Gould, an avid student of America’s favorite pastime, baseball, applied evolutionary theory to explain why we haven’t seen a 400 hitter since Ted Williams last accomplished the feat in 1941. Did hitters simply become “less talented” (due to any of a number of reasons, including “less funding” for training hitters, or an increased emphasis on turning out better pitchers)? No, Gould tells us, to understand why there are no more 400 hitters in baseball:

…you have to use the same perspective of considering the full range of variation, rather than our usual false way of just looking at a single thing moving through time… What you have to do is re-conceptualize the whole problem in terms of variation, that is the full house, the full range of variation.
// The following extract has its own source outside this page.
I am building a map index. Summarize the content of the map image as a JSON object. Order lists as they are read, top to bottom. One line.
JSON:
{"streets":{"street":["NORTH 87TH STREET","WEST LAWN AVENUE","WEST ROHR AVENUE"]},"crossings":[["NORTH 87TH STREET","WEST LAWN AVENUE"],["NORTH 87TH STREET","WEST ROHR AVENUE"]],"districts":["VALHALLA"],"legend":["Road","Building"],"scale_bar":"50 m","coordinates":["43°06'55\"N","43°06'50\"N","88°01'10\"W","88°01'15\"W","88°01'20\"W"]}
When you do that, you realize the following: The average batting average has never changed. It’s always been around 260. It fluctuates back and forth, but it stays around 260. And that’s not an absolute measure like running a mile or throwing a javelin; 260 is a balance between hitting and pitching. The fact that it’s stayed 260 only shows that the balance has been maintained. I say it’s been maintained as everyone has gotten better. Hitting’s gotten better. Pitching’s gotten better. Everything’s gotten better. The balance remains the same. Now as everything gets better, the variation shrinks. That’s all that happens. There’s a right wall of human limits based on how tall we are and our musculature. Nobody’s ever going to hit a ball a mile or pitch it 200 miles an hour.

Ty Cobb was standing right next to the right wall in 1910, but the average level of play was so much worse, he was so much better than the average that his hitting could be measured as 420. Today, everybody’s gotten enormously better. Wade Boggs a few years ago, Tony Gwyn today. They’re standing in the same place Ty Cobb was, an inch from the wall. The best players are always there, but everyone is so much better now that the average has moved right next to them. So their performance, which is equal to Cobb’s, is now measured as three forty or three fifty. So, in other words, the disappearance of 400 hitting paradoxically is measuring the general improvement of play and not as we always thought the exact opposite of the disappearance of batting skills. But you’ve got to have that full house perspective.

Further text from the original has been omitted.